Description
You’ve found a XSS vulnerability….but now what?
Has a client ever wanted you to demonstrate the danger of a vulnerability you found for them?
If so, then you need to Learn Ethical Hacking with JavaScript! After this course, you will be able to exploit web security vulnerabilities by using a variety of skills and techniques centered on JavaScript.
After a quick review of some common web application flaws, we’ll jump right into using JavaScript as an offensive weapon against the application and clients.
Each topic is presented from the perspective of requiring the pentester to demonstrate how a vulnerability can be exploited and the potential impact of not taking corrective action. The course provides a balanced mix of theory, code, and live demonstrations of each exploit in action.
Learn to tamper with site content – altering the page, forms, links, and functionality. Then take it to the next level by abusing HTML forms to capture additional data on form submission, sending that data to a server you control.
See how to disclose the contents of user cookies, then quickly move to stealing the cookies and sending them to another server. Learn to steal credentials and abuse application authentication.
Further compromise users by capturing mouse interactions and implementing a custom key logger. Learn to abuse knowledge-based authentication schemes such as the secret question/answer approach for account resets.

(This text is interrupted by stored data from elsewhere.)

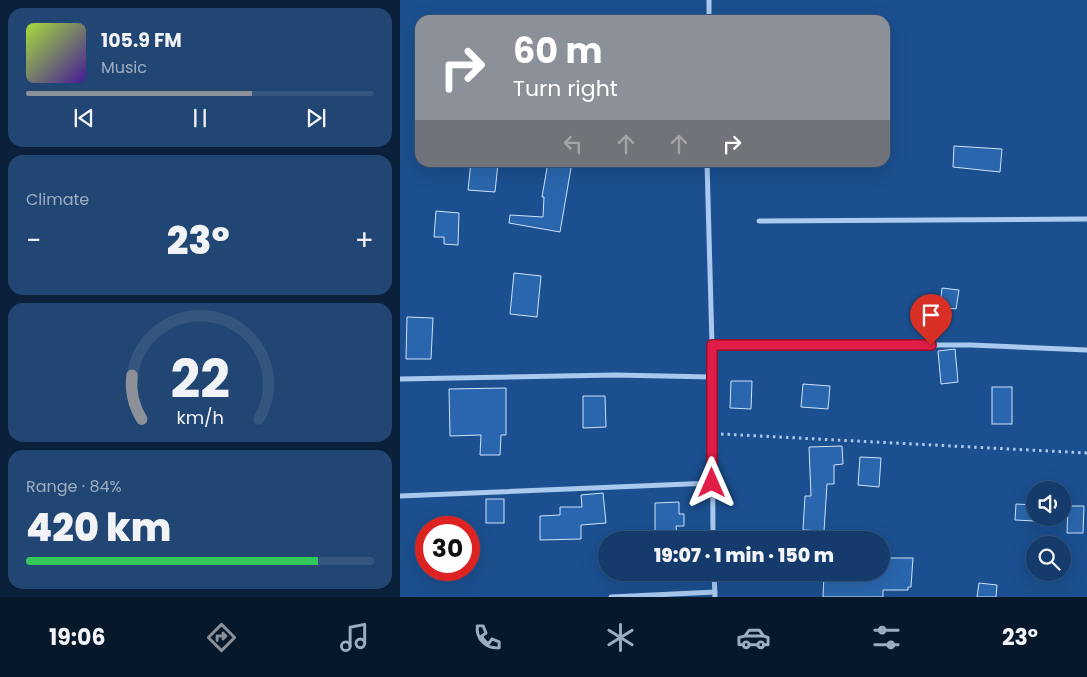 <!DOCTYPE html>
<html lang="en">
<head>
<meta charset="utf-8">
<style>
	:root { --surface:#143b6b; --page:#214673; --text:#f1f3f6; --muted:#9dadc1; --line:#33557e; --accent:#8c9099 }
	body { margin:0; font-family:Poppins,sans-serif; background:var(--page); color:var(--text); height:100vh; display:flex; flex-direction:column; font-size:19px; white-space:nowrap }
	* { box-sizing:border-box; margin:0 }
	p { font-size:16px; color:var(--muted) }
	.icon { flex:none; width:28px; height:28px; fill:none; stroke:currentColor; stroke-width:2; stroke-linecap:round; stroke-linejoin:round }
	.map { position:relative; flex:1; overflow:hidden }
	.details { display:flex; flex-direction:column; gap:8px; padding:8px; background:#0b203b; width:400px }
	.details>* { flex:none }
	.hud { position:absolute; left:15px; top:15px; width:475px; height:152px; border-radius:15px; box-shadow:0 5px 20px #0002,0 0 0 1px var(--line); background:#8c9099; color:#fff; overflow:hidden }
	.buttons { position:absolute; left:626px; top:481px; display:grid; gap:10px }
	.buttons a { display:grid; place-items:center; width:45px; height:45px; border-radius:50%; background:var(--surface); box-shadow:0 5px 20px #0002,0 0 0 1px var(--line); font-size:25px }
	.speed { position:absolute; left:15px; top:516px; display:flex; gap:10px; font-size:25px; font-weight:700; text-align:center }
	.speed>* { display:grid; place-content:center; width:65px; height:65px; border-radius:50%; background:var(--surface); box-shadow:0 5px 20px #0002,0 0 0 1px var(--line); line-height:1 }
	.speed .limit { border:8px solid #d22; background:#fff; color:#111 }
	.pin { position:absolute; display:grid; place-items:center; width:42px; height:42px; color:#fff; margin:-51px -21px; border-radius:50% 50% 50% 0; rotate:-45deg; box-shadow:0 0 5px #0007 }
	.pin .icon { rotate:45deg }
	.me { position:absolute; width:55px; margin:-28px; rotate:0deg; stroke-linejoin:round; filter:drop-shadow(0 0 4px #0008) }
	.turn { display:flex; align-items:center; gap:18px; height:105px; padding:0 15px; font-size:22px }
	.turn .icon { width:65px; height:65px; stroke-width:2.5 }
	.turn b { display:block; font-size:35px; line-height:42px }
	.lanes { display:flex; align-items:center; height:48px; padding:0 15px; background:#0003; justify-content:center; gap:25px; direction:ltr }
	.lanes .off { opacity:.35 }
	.big { font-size:38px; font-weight:800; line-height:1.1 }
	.details .tile { flex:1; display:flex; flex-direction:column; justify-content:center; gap:8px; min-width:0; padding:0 18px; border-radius:15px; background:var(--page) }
	.details .dial { align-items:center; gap:0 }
	.dial svg { height:130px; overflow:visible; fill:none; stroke:var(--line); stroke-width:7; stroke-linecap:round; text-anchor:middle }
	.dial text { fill:var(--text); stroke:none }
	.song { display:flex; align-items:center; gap:15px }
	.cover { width:60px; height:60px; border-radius:8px; background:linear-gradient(135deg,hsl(80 70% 55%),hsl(260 70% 35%)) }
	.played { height:5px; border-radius:2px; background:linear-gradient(90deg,var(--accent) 65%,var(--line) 65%) }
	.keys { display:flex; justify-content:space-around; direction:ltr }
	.heat { display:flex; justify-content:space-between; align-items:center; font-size:28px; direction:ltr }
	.charge { height:8px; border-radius:4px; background:linear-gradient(90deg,#34c759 84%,var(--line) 0) }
	.trip { position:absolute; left:198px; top:531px; width:292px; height:50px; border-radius:25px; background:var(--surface); box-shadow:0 5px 20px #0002,0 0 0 1px var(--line); font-weight:800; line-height:50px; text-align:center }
	.tab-bar { display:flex; height:80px; justify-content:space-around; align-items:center; background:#08182b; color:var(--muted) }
	.tab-bar .icon { width:35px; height:35px }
	.tab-bar .selected { color:var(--accent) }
	.tab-bar b { font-size:22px; color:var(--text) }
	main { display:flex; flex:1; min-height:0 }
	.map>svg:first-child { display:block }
</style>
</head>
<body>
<main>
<section class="details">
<div class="tile">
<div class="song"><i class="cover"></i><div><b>105.9 FM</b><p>Music</p></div></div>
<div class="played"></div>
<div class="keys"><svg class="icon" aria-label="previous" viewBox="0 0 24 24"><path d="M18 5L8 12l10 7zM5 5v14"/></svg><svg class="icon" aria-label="pause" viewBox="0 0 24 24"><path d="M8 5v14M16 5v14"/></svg><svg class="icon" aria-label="next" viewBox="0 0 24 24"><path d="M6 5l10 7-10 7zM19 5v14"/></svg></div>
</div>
<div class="tile"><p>Climate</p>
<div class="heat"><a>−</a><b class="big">23°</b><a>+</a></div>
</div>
<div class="tile dial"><svg viewBox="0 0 100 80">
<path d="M14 69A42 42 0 1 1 86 69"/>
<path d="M14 69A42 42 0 0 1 8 42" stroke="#8c9099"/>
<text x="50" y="56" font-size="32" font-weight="700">22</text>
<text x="50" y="72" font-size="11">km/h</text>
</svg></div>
<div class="tile"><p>Range · 84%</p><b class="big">420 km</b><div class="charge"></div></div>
</section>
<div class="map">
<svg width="687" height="597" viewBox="0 0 687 597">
	<rect width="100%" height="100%" fill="#1b4f8f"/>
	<!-- building -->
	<g fill="#2a66ad" stroke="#cfe3fa">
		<path d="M554,146L602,149L600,172L553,167Z"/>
		<path d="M71,162L98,163L95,192L68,190Z"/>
		<path d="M148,162H172L160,232L109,223L110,215L143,217L144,197H142Z"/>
		<path d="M36,211L59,213L58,245L44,244V237H34Z"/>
		<path d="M114,273L141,276L137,317L110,314Z"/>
		<path d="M542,288L559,290L556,309L540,307Z"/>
		<path d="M7,317L33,318L31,359H6Z"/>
		<path d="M555,349L558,382L541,384L538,351Z"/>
		<path d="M331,381H352L351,409L330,408Z"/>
		<path d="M403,384L430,386L428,409L401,407Z"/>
		<rect x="592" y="387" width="20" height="37"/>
		<path d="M106,388V435H101L100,455H80L81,435L50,436L49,389Z"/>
		<path d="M183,396H205L206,427L183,428Z"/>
		<path d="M442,446L443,464L434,465V484H427L424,531L403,530L405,496H411L409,447Z"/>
		<path d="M460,457L481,458L479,487L458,485Z"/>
		<path d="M203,493L206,523L181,525V539L140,540V516L160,515V507H182L181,495Z"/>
		<rect x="86" y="499" width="18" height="24"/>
		<path d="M279,502V514H284V526H276L277,536H255V503Z"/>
		<path d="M616,504L635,505V521L615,520Z"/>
		<path d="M668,506H684L683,533H667Z"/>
		<path d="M481,558H513L511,587H508V590H483V597H423L424,574L456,576V572H481Z"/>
		<path d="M579,583L597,585L596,597H577Z"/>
	</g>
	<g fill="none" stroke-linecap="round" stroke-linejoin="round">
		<!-- path -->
		<path stroke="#a9c9ee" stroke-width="3" stroke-dasharray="2.5 4" stroke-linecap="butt" d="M321,434L687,453"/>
		<!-- street -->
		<g stroke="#a9c9ee" stroke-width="5">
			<path d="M309,20V0"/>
			<path d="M307,162L312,345L313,540"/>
			<path d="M359,221L687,219"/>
			<path d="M312,345H571L687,350"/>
			<path d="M0,379L215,375L312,377"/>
			<path d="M0,496L312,483"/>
			<path d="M314,572L315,597"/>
			<path d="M211,597L315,592"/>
		</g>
	</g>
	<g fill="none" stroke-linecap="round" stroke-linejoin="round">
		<!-- route casing -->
		<g stroke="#92132f" stroke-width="12">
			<path id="route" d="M312,483V345H531"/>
		</g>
		<!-- route -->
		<use href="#route" stroke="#e11d48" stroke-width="9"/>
	</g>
</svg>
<div class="buttons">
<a><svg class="icon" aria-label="sound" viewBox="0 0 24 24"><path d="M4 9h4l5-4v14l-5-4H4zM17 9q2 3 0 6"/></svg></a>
<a><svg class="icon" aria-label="search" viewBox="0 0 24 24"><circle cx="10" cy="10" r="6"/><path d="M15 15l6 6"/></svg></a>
</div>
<div class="speed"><div class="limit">30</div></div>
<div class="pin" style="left:531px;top:345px;background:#d93025"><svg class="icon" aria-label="arrive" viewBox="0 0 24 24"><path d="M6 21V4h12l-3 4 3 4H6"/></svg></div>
<svg class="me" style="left:312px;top:483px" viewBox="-20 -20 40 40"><path d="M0-17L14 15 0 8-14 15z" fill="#e11d48" stroke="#fff" stroke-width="4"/></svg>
<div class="trip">19:07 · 1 min · 150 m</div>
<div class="hud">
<div class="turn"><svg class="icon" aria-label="right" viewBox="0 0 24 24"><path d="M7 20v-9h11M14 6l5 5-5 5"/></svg><div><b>60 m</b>Turn right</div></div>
<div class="lanes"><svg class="icon off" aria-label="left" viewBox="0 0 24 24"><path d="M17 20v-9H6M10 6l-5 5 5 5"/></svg><svg class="icon off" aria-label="ahead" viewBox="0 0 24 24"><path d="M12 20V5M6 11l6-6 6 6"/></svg><svg class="icon off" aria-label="ahead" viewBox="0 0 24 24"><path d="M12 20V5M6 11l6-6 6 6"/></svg><svg class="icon" aria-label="right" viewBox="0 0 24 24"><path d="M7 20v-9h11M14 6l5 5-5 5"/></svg></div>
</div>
</div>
</main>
<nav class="tab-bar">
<b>19:06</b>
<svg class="icon selected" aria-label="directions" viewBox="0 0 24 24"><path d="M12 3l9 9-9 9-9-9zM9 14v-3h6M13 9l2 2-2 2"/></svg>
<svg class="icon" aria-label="music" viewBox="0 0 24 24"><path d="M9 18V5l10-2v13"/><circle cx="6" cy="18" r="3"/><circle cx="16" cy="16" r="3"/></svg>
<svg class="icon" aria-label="phone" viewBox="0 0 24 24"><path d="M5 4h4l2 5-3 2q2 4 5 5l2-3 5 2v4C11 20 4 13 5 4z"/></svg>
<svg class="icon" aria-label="climate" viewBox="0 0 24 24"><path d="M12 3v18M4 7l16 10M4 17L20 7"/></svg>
<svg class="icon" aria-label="car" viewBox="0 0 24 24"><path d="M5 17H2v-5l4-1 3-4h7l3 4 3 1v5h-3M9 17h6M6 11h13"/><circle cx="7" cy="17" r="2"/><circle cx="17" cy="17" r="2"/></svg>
<svg class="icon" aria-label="filters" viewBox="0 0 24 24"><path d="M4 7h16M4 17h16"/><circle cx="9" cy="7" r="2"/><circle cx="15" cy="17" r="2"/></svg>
<b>23°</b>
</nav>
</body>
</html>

Progress to more advanced techniques where you learn to chain together multiple attacks aimed at exploiting several application vulnerabilities simultaneously. Areas covered here include creating fraudulent forum posts, spear phishing campaigns, and using command injection to access a web server’s operating system.
And we’ll wrap the course up with some defensive techniques you can use to prevent the types of attacks we’ve been launching at web applications.